● **DATA LISTING**:
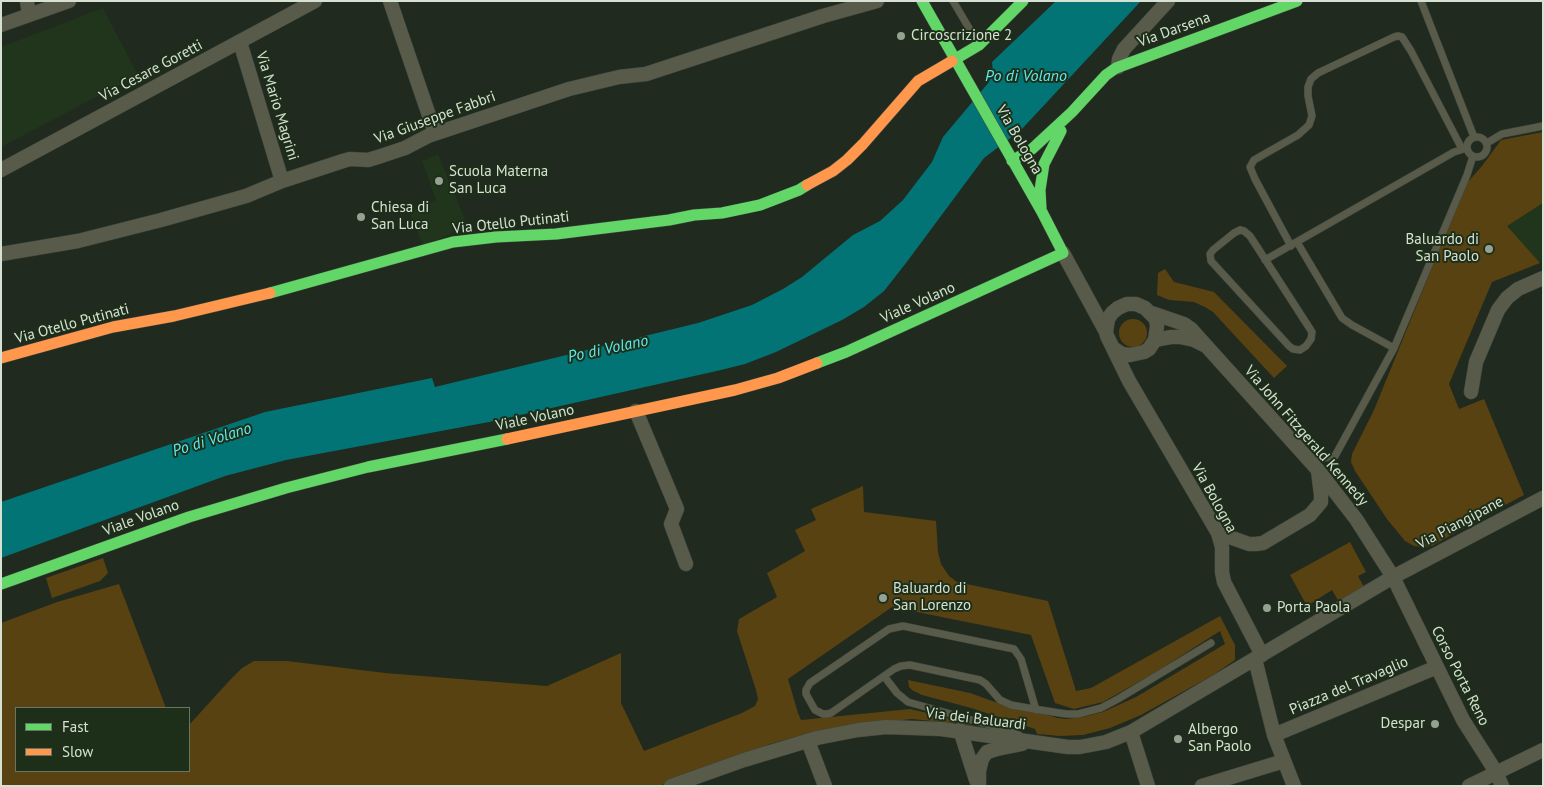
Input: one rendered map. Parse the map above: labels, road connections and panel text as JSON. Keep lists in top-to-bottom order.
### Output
{
  "streets": {
    "main road": [
      "Via Darsena",
      "Via Bologna",
      "Via Otello Putinati",
      "Viale Volano"
    ],
    "street": [
      "Via Cesare Goretti",
      "Via Mario Magrini",
      "Via Giuseppe Fabbri",
      "Via John Fitzgerald Kennedy",
      "Via Piangipane",
      "Corso Porta Reno",
      "Piazza del Travaglio",
      "Via dei Baluardi"
    ]
  },
  "crossings": [
    ["Via Darsena", "Via Bologna"],
    ["Via Cesare Goretti", "Via Mario Magrini"],
    ["Via Mario Magrini", "Via Giuseppe Fabbri"],
    ["Via Bologna", "Via Otello Putinati"],
    ["Via Bologna", "Viale Volano"],
    ["Via Bologna", "Via John Fitzgerald Kennedy"],
    ["Via Bologna", "Piazza del Travaglio"],
    ["Via Bologna", "Via dei Baluardi"],
    ["Via John Fitzgerald Kennedy", "Via Piangipane"],
    ["Via John Fitzgerald Kennedy", "Corso Porta Reno"],
    ["Via Piangipane", "Corso Porta Reno"],
    ["Corso Porta Reno", "Piazza del Travaglio"]
  ],
  "water": ["Po di Volano"],
  "places": [
    "Circoscrizione 2",
    "Scuola Materna San Luca",
    "Chiesa di San Luca",
    "Baluardo di San Paolo",
    "Baluardo di San Lorenzo",
    "Porta Paola",
    "Despar",
    "Albergo San Paolo"
  ],
  "legend": ["Fast", "Slow"]
}
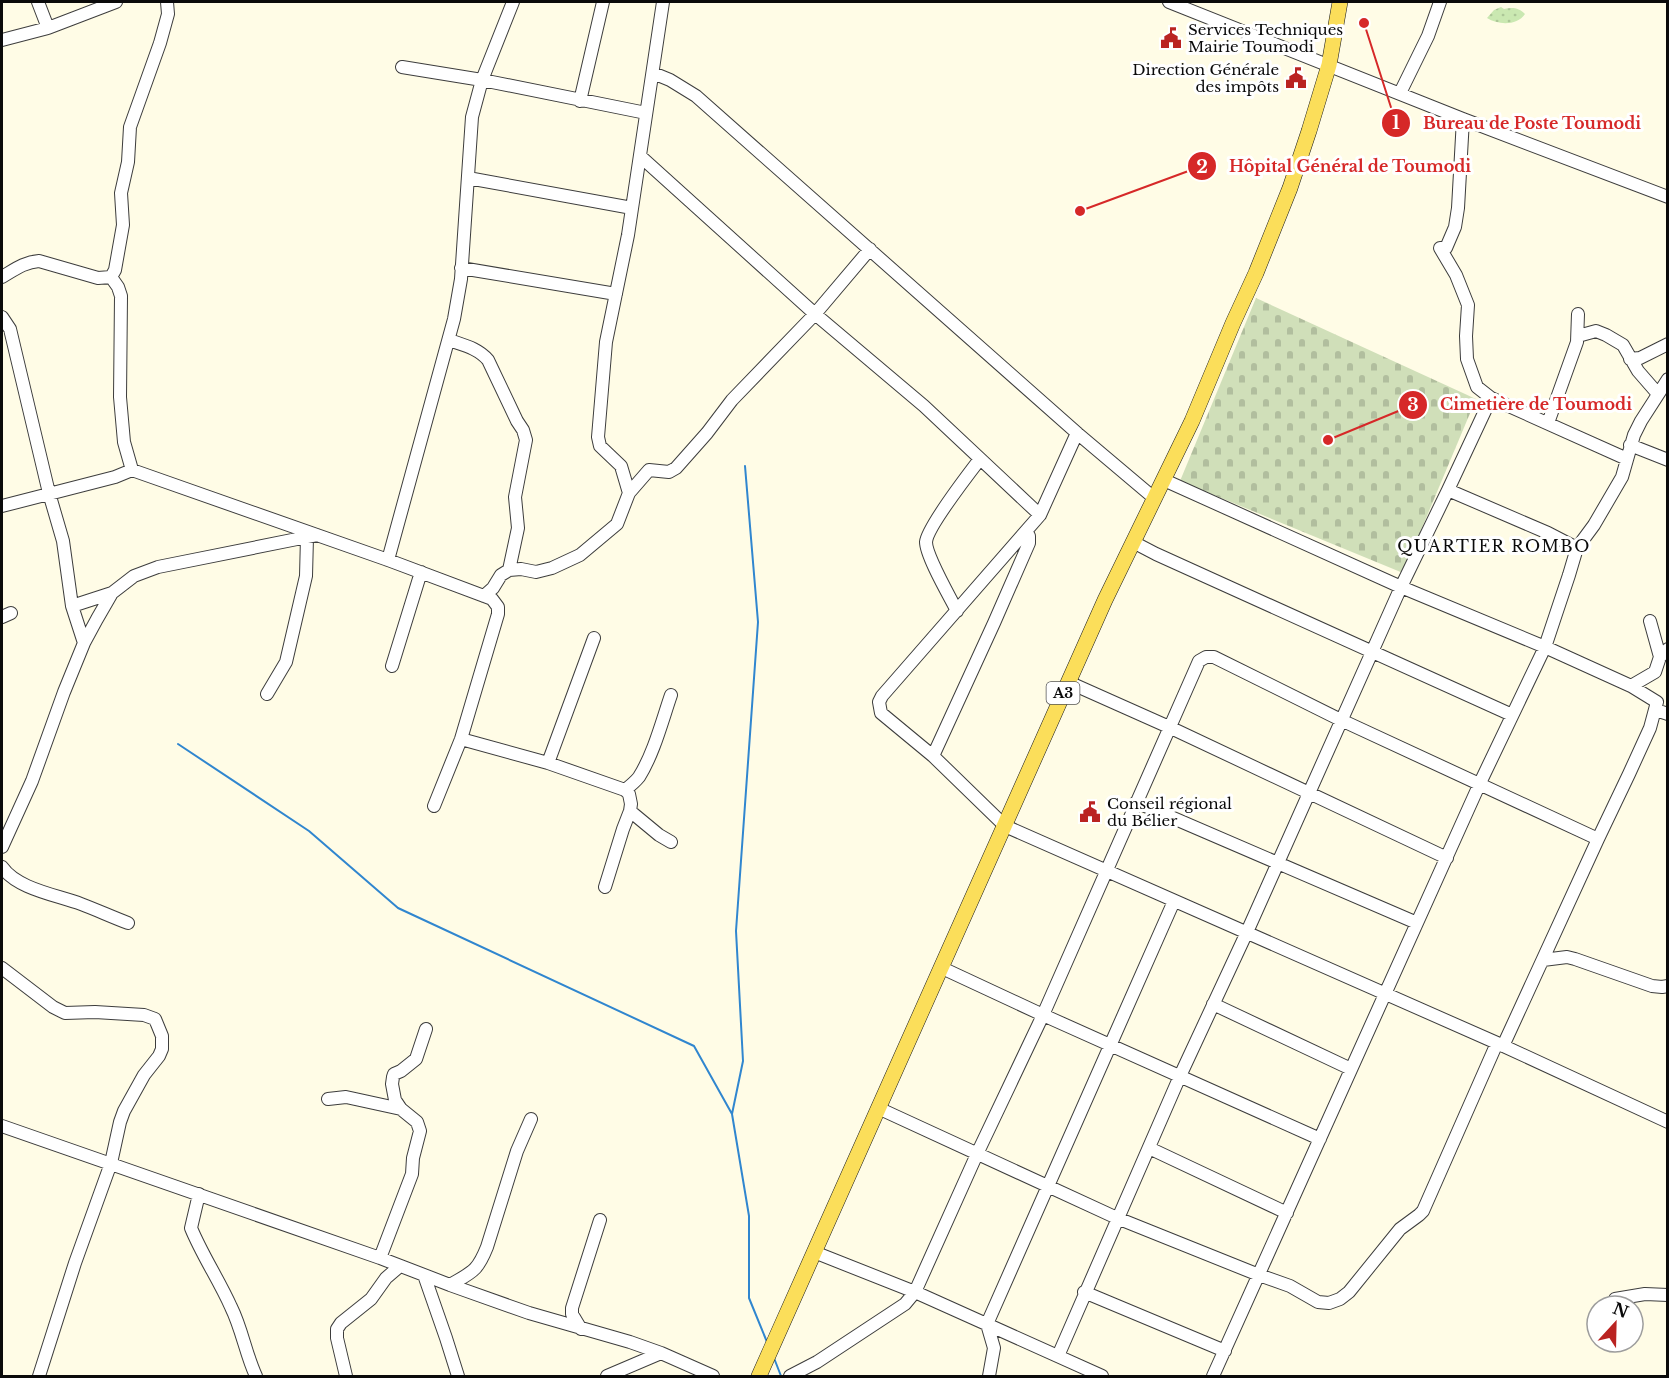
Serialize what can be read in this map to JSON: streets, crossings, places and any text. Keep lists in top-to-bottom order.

● **GOAL OF THE EXERCISE**: Write out every line in the data that holds the string "Keep".

● **REPLY**:
Input: one rendered map. Parse the map above: labels, road connections and panel text as JSON. Keep lists in top-to-bottom order.
Serialize what can be read in this map to JSON: streets, crossings, places and any text. Keep lists in top-to-bottom order.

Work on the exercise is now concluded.